No matter how you parse the data, the fact remains that legal and illegal immigrants send a boatload of money to their relatives every year. Moreover, large chunks of that money often wind up in the hands of murderous cartels, according to the Justice Department.
In a press release published in November of 2017, the department announced that it had just charged nine defendants with laundering drug money to Mexico through remittances.
“This investigation revealed how drug cartels use remittance companies to fuel their criminal enterprises,” U.S. Attorney Byung J. “BJay” Pak noted at the time.
“Drug Cartels are constantly looking for conduits like money service businesses to launder their illicit drug proceeds back to Mexico,” immigration official Gregory Wiest added.
Multiple guilty pleas expose ability of drug cartels to launder drug proceeds through money remitters https://t.co/gwiN1uz9Q6
— K. Louise Neufeld #TheHuntressDianaOfTercel?⚖️?? (@ninaandtito) November 18, 2017
It remains unclear why the Trump administration has yet to either put a stop to or tax remittances, though as noted before, a growing number of Americans think it’s time:
Here’s one way to get some of the money for the wall. Start taxing some of remittance money sent back to the countries these illegal immigrants are coming from. If they’re not here legally, tax the money going track to their countries. https://t.co/evAWg9mJEK
— Jaime Santillan (@JSant24) January 3, 2019
Trump should threaten an Import tax on ALL products from Mexico AND start taxing remittances 2 Mexico, 2 build a BIG & BEAUTIFUL WALL. If the Mexican’s don’t want that, then they would have 2 pay 4 it, because it’s a problem they impose on us.

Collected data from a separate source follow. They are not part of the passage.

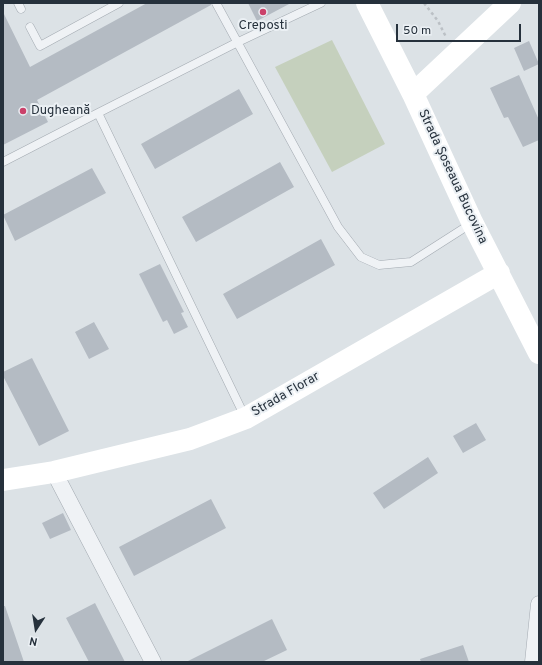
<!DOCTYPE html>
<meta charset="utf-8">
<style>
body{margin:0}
#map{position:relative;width:542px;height:665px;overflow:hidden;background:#dce2e6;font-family:Overpass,sans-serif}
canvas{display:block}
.frame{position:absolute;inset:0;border:4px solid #26313c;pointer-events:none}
.north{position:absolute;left:16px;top:609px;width:40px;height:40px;-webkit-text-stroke:3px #ebf0f4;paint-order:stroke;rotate:192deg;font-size:11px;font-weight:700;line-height:16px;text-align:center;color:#26313c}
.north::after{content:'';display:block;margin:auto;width:14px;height:18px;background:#26313c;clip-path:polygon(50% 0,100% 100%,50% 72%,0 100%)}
.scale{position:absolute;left:396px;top:24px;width:125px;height:18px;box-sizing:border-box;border:2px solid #26313c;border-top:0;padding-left:5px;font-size:12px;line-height:14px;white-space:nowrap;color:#26313c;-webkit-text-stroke:3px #ebf0f4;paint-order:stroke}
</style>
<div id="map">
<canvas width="542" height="665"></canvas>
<div class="frame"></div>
<div class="north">N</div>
<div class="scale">50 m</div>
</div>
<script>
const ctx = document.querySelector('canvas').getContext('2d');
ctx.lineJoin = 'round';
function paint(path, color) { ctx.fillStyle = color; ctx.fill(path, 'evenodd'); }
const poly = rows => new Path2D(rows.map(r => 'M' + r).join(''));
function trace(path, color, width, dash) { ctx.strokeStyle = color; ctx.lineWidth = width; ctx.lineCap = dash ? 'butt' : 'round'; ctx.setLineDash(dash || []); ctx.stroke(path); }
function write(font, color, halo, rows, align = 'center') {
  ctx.font = font + ' Overpass,sans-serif'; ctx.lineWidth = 4; ctx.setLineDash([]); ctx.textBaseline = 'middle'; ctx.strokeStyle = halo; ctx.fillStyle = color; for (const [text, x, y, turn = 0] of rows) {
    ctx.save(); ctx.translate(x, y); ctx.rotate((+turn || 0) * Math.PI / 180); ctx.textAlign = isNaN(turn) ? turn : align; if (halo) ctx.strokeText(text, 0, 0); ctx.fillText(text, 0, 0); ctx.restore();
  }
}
paint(poly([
 [332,40,385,144,332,172,275,67]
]), '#c5d0bd');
paint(poly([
 [147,3,211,3,211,5,37,100,48,122,3,145,3,12,30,67],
 [248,3,291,3,257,21],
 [529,41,539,64,524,71,514,48],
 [519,75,539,120,539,140,523,147,508,117,504,118,490,88],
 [239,89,253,114,155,169,141,144],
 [280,162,294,187,196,242,182,217],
 [92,168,106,193,15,241,3,215],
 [321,239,335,265,237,319,223,294],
 [160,264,184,312,181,313,188,327,174,334,167,320,163,322,139,274],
 [94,322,109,349,89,359,75,332],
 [32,358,69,431,39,446,3,376,3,372],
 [476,423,486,440,463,453,453,436],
 [428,457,438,473,384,509,373,493],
 [211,499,226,528,134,576,119,547],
 [63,513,71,530,50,539,42,523],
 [95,603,125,662,89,662,66,618],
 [3,606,5,606,24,662,3,662],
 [272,619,287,650,262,662,186,662],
 [463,645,469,662,421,662,420,659]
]), '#b4bbc3');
const lane = poly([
 [18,3,21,9],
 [216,3,338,227,361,257,379,265,411,262,472,223],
 [30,27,40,46,119,3],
 [98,113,236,43,321,3],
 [3,162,98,113,245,417]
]);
const street = poly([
 [54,472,153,662],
 [533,662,539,604]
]);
trace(lane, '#a2a9b0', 9);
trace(street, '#a2a9b0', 17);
trace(poly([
 [424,3,438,21,446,37]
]), '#bbc0c5', 2.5, [3, 3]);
trace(lane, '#eff2f5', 8);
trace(street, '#eff2f5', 16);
trace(poly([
 [367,3,413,94,472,222,539,353],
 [413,94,510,3],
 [3,480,54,472,190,439,246,418,499,273]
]), '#fff', 22);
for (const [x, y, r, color] of [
 [263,12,4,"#cb416a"],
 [23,111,4,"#cb416a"]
]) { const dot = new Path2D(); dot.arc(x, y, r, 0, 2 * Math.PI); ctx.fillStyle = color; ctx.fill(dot); trace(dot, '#ebf0f4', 1.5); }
write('13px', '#26313c', '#ebf0f4', [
 ["Creposti",263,26],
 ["Dugheană",31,111,"left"]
]);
write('13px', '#26313c', '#ebf0f4', [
 ["Strada Șoseaua Bucovina",452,177,65],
 ["Strada Florar",286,395,-30]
]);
</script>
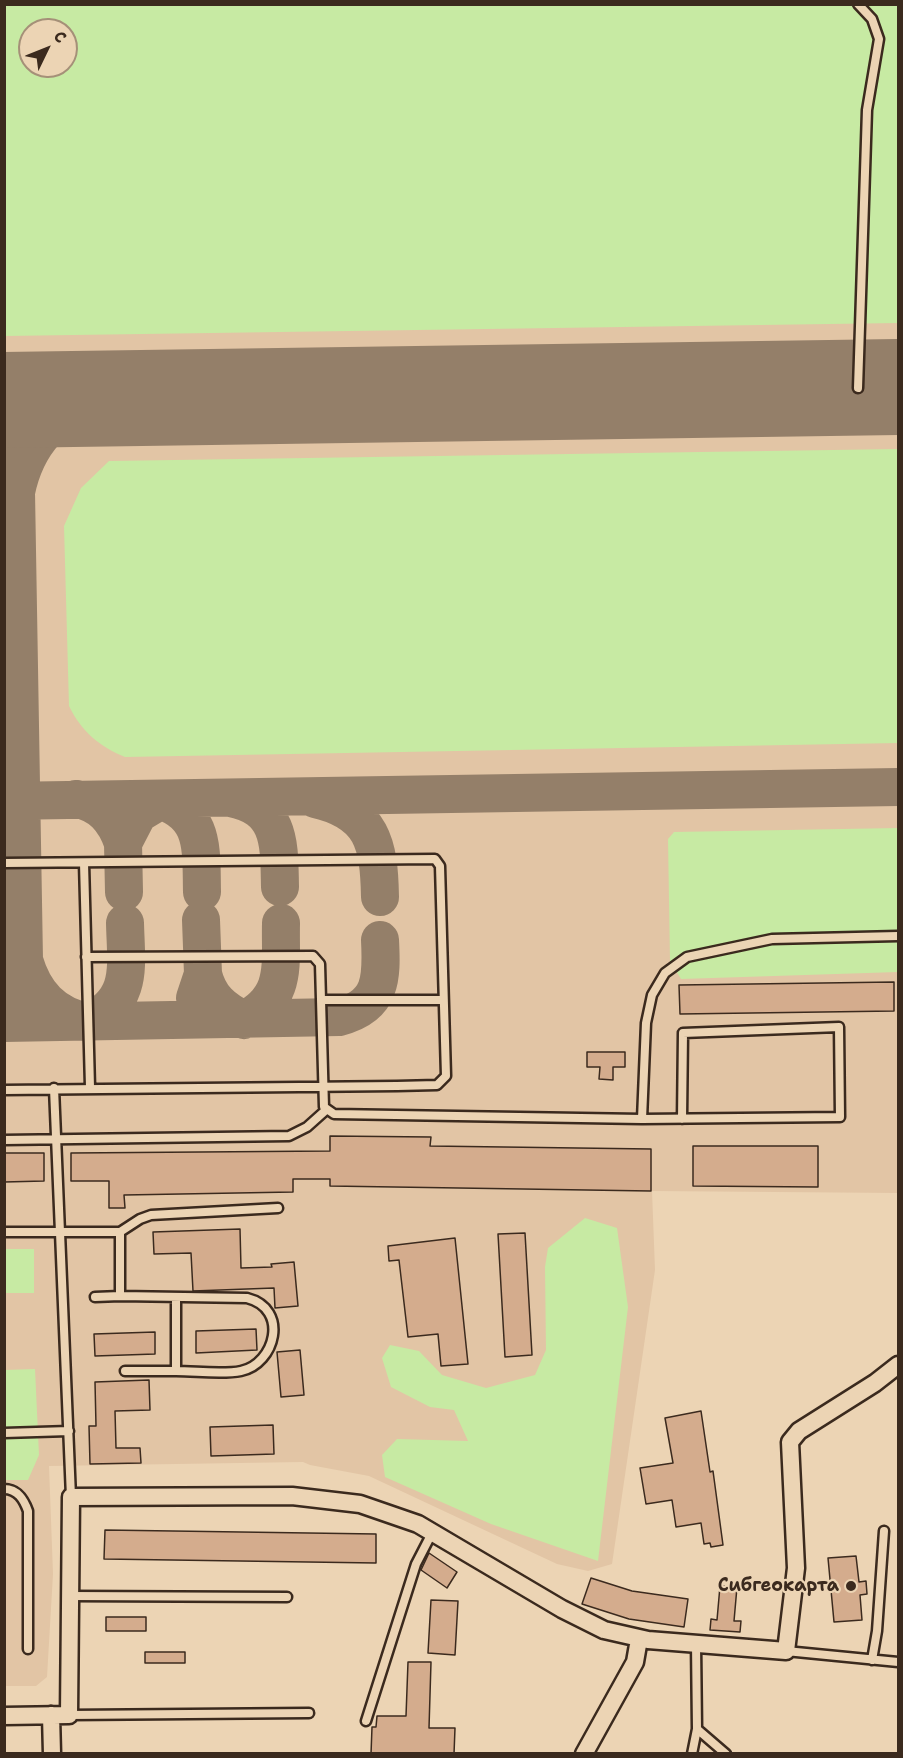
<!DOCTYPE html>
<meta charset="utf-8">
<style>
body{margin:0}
#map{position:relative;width:903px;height:1758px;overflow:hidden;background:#ecd4b4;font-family:"Shantell Sans",sans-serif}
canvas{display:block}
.frame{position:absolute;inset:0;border:6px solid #3b2a1e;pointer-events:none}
.north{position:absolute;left:18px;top:18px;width:60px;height:60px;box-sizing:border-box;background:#ecd4b4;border:2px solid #a59078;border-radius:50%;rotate:47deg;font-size:16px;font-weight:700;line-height:24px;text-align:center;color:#3b2a1e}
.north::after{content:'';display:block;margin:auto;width:21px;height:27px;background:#3b2a1e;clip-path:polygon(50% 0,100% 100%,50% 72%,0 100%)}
</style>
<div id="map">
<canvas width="903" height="1758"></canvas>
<div class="frame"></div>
<div class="north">С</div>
</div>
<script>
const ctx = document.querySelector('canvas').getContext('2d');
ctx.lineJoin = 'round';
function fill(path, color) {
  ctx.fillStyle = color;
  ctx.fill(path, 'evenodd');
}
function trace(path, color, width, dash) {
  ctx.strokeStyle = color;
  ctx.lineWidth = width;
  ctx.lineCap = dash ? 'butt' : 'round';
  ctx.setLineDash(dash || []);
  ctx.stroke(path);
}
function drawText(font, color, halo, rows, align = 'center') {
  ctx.font = font + ' "Shantell Sans",sans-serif';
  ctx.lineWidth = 4.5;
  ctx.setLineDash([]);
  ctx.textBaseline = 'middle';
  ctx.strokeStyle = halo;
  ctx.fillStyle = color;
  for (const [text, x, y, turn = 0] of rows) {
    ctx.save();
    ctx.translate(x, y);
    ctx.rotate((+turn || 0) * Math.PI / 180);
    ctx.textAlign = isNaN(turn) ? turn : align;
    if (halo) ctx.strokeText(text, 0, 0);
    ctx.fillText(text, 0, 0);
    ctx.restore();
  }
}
fill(new Path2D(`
 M4,5H898V1193L652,1191L655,1270L612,1564L588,1571L557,1564L369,1476L310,1465L303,1462L49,1466L53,1574L47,1677L36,1686H5ZM30,30H66V66H30Z`), '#e2c5a5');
fill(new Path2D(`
 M4,5H898V323L5,336ZM30,30H66V66H30Z
 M898,449V743L125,757C100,747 81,731 69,706L64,526L81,488L109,461Z
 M898,828V972L681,979L670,961L668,839L674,832Z
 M585,1218L617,1228L628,1307L598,1561L491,1524L385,1477L382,1455L397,1439L468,1441L454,1410L430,1407L391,1387L382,1358L390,1345L419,1351L442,1375L486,1388L535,1375L546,1350L545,1267L548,1248Z
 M5,1249H34V1293H5Z
 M35,1369L39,1455L28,1480H5L4,1370Z`), '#c7eaa3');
trace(new Path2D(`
 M4,453L10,462L16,492L24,960
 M16,492C26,444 54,411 102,398
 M231,798C282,808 279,845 280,887
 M76,799C101,803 115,820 123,843L138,814L163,799
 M155,799C206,812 201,849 202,892
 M315,799C373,812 379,844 380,897
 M4,801L898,787
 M123,843L124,892
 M203,974C209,998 222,1009 244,1020C288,997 280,966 281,923
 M195,998L203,974L201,920
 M4,1003L16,989L24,960C34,994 53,1015 88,1022C134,1000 126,967 125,923
 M4,1023L339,1017C382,1006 382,978 380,940`), '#947f69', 38);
trace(new Path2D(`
 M4,400L898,387`), '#947f69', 96);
const building = new Path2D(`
 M894,982V1011L680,1014L679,985Z
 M587,1052H625V1067H613V1080L599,1079L600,1067H587Z
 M330,1136L431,1137L430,1146L651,1149V1191L330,1186V1179H293V1192L124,1195L125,1208H109V1181H71V1153L330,1151Z
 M693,1146H818V1187L693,1186Z
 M4,1153H44V1181L4,1182Z
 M240,1229L241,1268L272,1267L271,1264L294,1262L298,1306L275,1308L274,1288L193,1291L191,1253L154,1254L153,1232Z
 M525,1233L532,1355L505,1357L498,1234Z
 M455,1238L468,1364L441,1366L438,1334L408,1337L399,1260L389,1261L388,1246Z
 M256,1329L257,1350L196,1353V1331Z
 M155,1332V1354L95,1356L94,1334Z
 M300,1350L304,1395L281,1397L277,1352Z
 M149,1380L150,1410L115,1411L116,1448H140L141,1463L90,1464L89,1426H96L95,1382Z
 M701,1411L710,1472L713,1471L723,1545L711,1547L710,1543L704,1544L701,1523L676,1527L672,1500L646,1504L640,1468L673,1463L665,1418Z
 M273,1425L274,1454L211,1456L210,1427Z
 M105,1530L376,1534V1563L104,1559Z
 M429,1553L457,1572L447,1588L421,1570Z
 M856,1556L859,1582L866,1581L867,1594L860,1595L862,1620L834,1622L828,1558Z
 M591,1578L632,1591L688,1599L684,1627L629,1619L582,1604Z
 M720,1586L737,1587L734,1621H741L740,1632L710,1630L711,1619L717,1620Z
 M431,1600L458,1601L455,1655L428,1653Z
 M106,1617H146V1631H106Z
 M145,1652H185V1663H145Z
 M408,1662H431L429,1728H455L454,1754H371L372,1727H376L377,1716H406Z`);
fill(building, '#d4ac8d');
trace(building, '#3b2a1e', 1.5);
const lane = new Path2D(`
 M858,4L872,19L879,39L867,110L858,388
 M4,863L435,859L440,866L446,1076L437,1085L397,1086L4,1090
 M84,863L90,1087
 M86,957L313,956L320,964L324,1107L334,1114L642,1119
 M322,1000H443
 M54,1088L71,1497
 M682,1119L683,1033L839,1027L840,1117L642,1119L646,1023L652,995L665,973L687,957L772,939L898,936
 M4,1140L289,1136L307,1127L326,1110
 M4,1232H120L140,1219L151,1215L278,1208
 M120,1232V1296L247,1298C290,1309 275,1364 241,1371C222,1375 196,1371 176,1371V1297
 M95,1297L120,1296
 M125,1371H176
 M4,1433L69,1431
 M4,1489C18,1489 24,1500 28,1511V1649
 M70,1596L287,1597
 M696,1644L697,1729L726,1754
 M786,1651L898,1662
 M872,1660L877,1631L884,1531
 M69,1715L309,1713
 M366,1721L416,1564L432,1533
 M692,1754L697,1729`);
const street = new Path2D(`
 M51,1715L52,1754
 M4,1716L69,1715L71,1497L292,1496L360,1504L418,1524L562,1609L604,1630L648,1640L786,1651L796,1568L790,1442L799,1431L875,1383L898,1365
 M584,1754L635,1662L639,1639`);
trace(lane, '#3b2a1e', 13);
trace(street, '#3b2a1e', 21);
trace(lane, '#ecd4b4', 8);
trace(street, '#ecd4b4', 16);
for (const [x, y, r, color] of [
 [851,1586,6,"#3b2a1e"]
]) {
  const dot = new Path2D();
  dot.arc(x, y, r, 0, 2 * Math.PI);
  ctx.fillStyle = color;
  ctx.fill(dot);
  trace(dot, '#ecd4b4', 2);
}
drawText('bold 18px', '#3b2a1e', '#ecd4b4', [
 ["Сибгеокарта",839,1586]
], 'right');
</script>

— Don Nash (@AbnRanger_90) January 3, 2019
Why doesn’t @realDonaldTrump just start taxing remittances today? Shutdown & remittances continue until the wall is fully funded.
— Bronsonburg (@Bronsonburg) January 2, 2019
Remittances why keep allowing that to happen start taxing that
— vince kennedy (@vken106817) December 29, 2018
We need THE WALL…..To pay for THE WALL, start taxing remittances sent home by illegals….Charge home country $$$ per illegal head to process and deport….The new trade agreement should have stipulated this.